§ RECORD EXCERPTS
━━━━━━━━━━━━━━━━━━━━

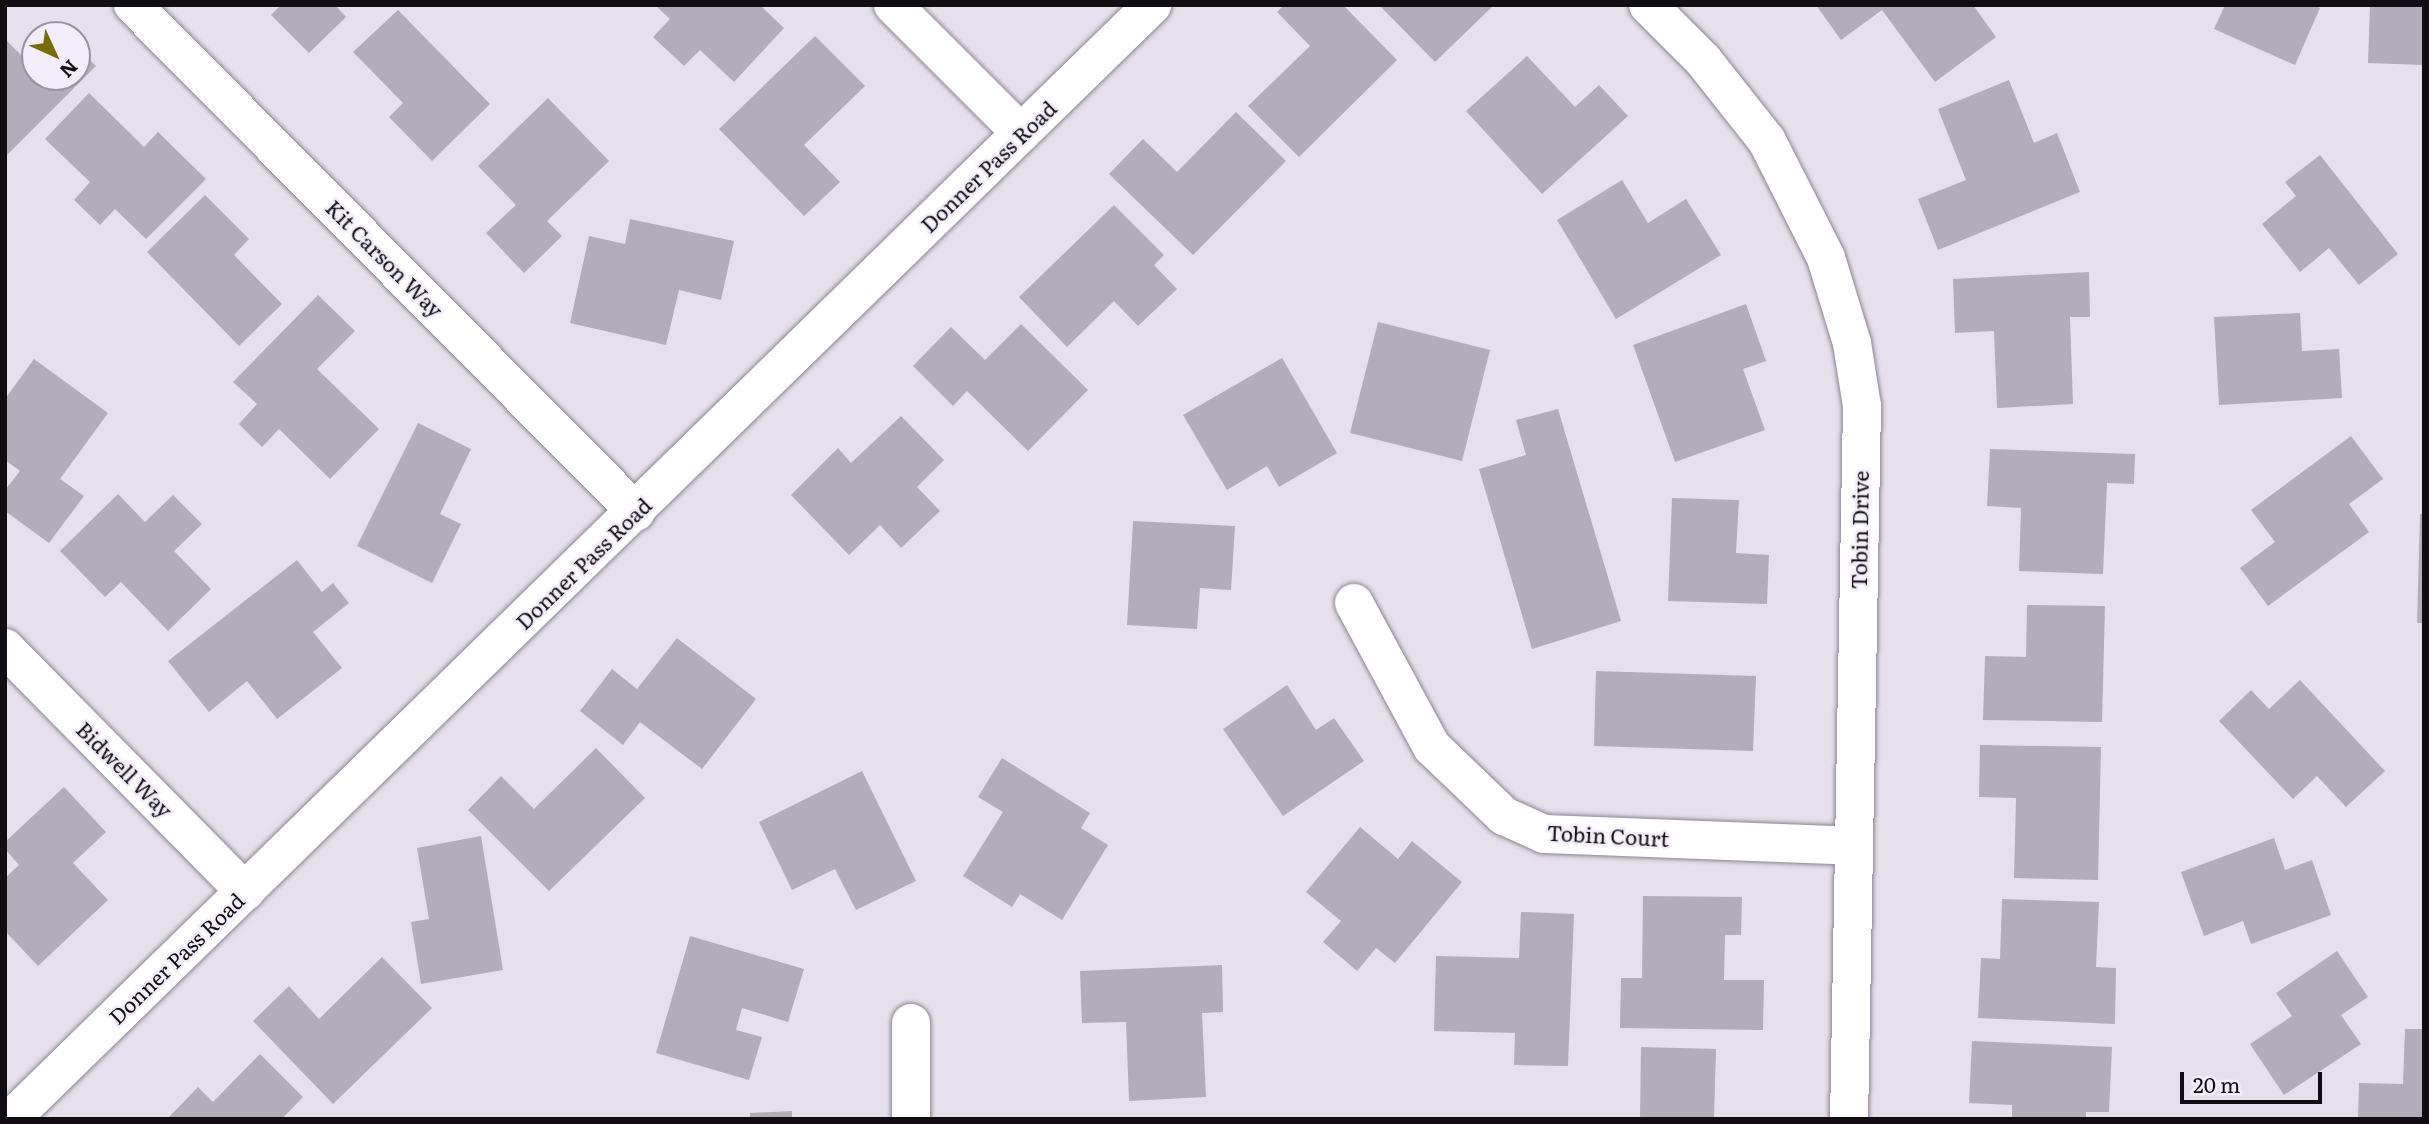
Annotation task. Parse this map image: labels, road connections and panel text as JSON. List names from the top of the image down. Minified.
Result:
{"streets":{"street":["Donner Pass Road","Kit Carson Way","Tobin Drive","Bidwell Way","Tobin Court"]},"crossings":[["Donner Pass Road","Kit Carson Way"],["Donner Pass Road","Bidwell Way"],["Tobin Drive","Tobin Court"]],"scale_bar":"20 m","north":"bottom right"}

━━━━━━━━━━━━━━━━━━━━

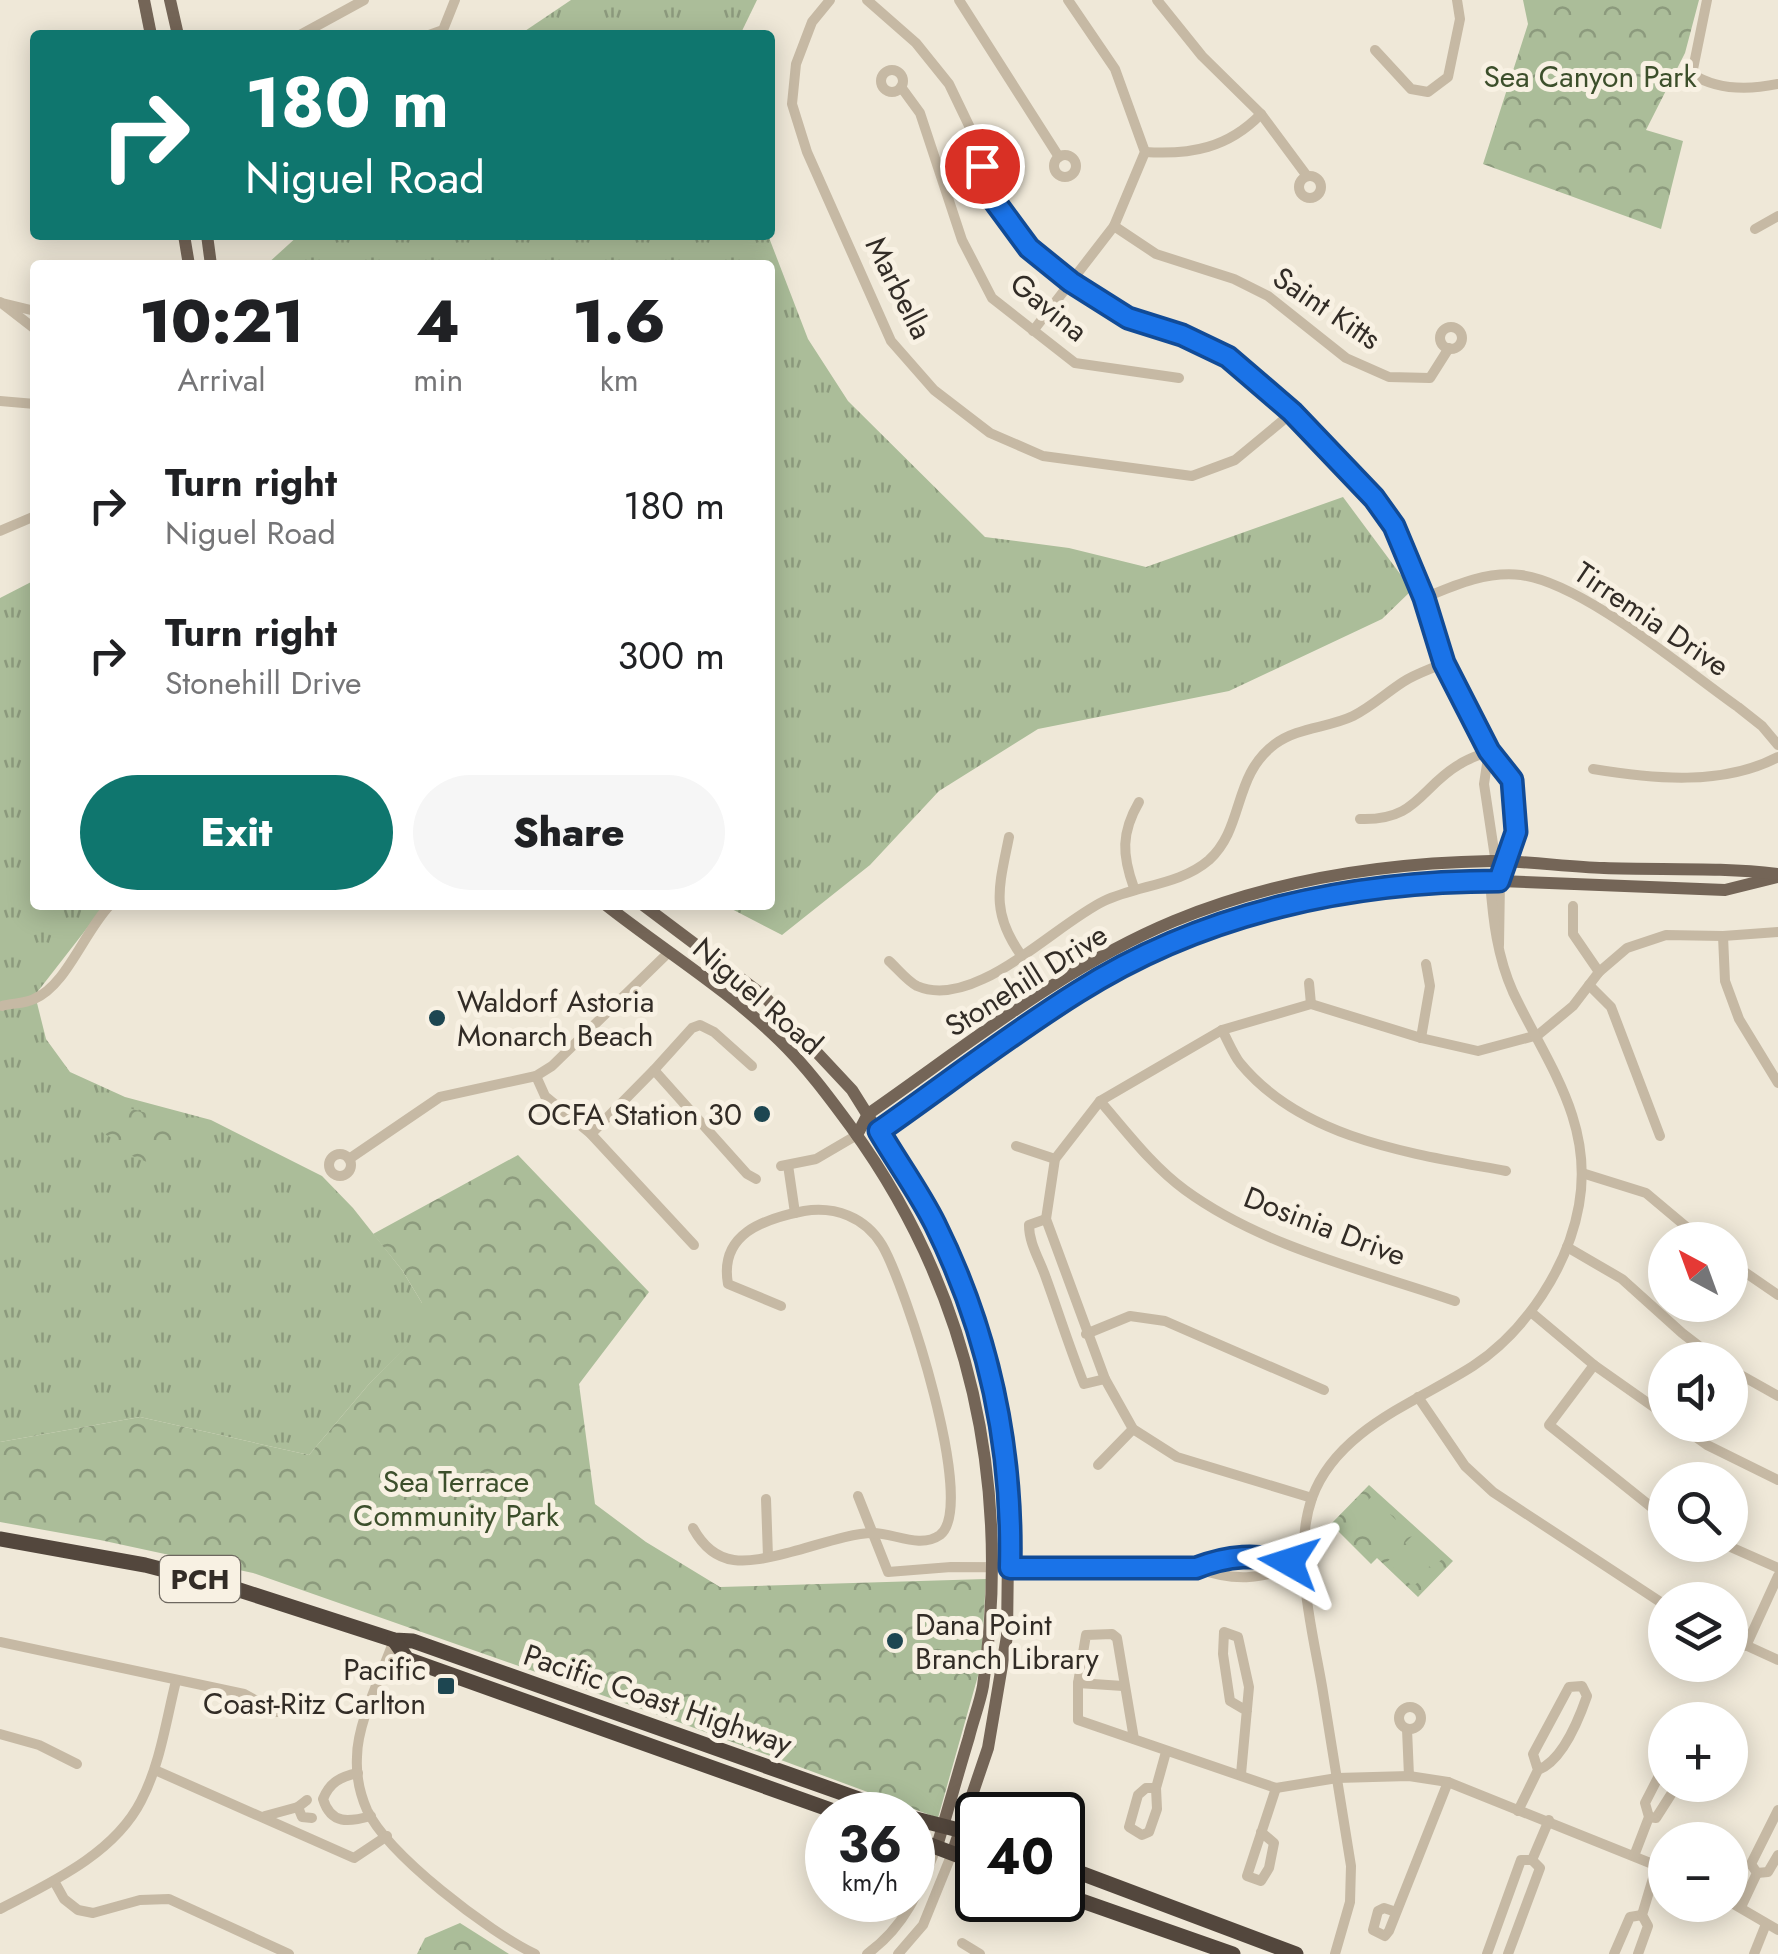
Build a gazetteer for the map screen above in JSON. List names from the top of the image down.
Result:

━━━━━━━━━━━━━━━━━━━━

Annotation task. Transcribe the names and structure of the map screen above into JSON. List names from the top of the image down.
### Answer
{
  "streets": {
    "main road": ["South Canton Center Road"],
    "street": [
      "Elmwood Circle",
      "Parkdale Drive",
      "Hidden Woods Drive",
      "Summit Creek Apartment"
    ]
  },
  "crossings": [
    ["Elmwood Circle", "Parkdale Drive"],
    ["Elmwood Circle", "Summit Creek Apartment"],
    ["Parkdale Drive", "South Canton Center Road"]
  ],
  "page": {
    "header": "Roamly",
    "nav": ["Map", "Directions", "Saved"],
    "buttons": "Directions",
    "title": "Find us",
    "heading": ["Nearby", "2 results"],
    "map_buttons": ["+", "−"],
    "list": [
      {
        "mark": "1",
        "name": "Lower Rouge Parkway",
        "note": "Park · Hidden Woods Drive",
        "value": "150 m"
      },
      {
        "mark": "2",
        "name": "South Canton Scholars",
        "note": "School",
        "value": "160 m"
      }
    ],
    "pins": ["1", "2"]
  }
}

━━━━━━━━━━━━━━━━━━━━

§ THE PROBLEM
All lines in the records that contain "task" are to be copied and returned.

§ SOLUTION
Annotation task. Parse this map image: labels, road connections and panel text as JSON. List names from the top of the image down. Minified.
Annotation task. Transcribe the names and structure of the map screen above into JSON. List names from the top of the image down.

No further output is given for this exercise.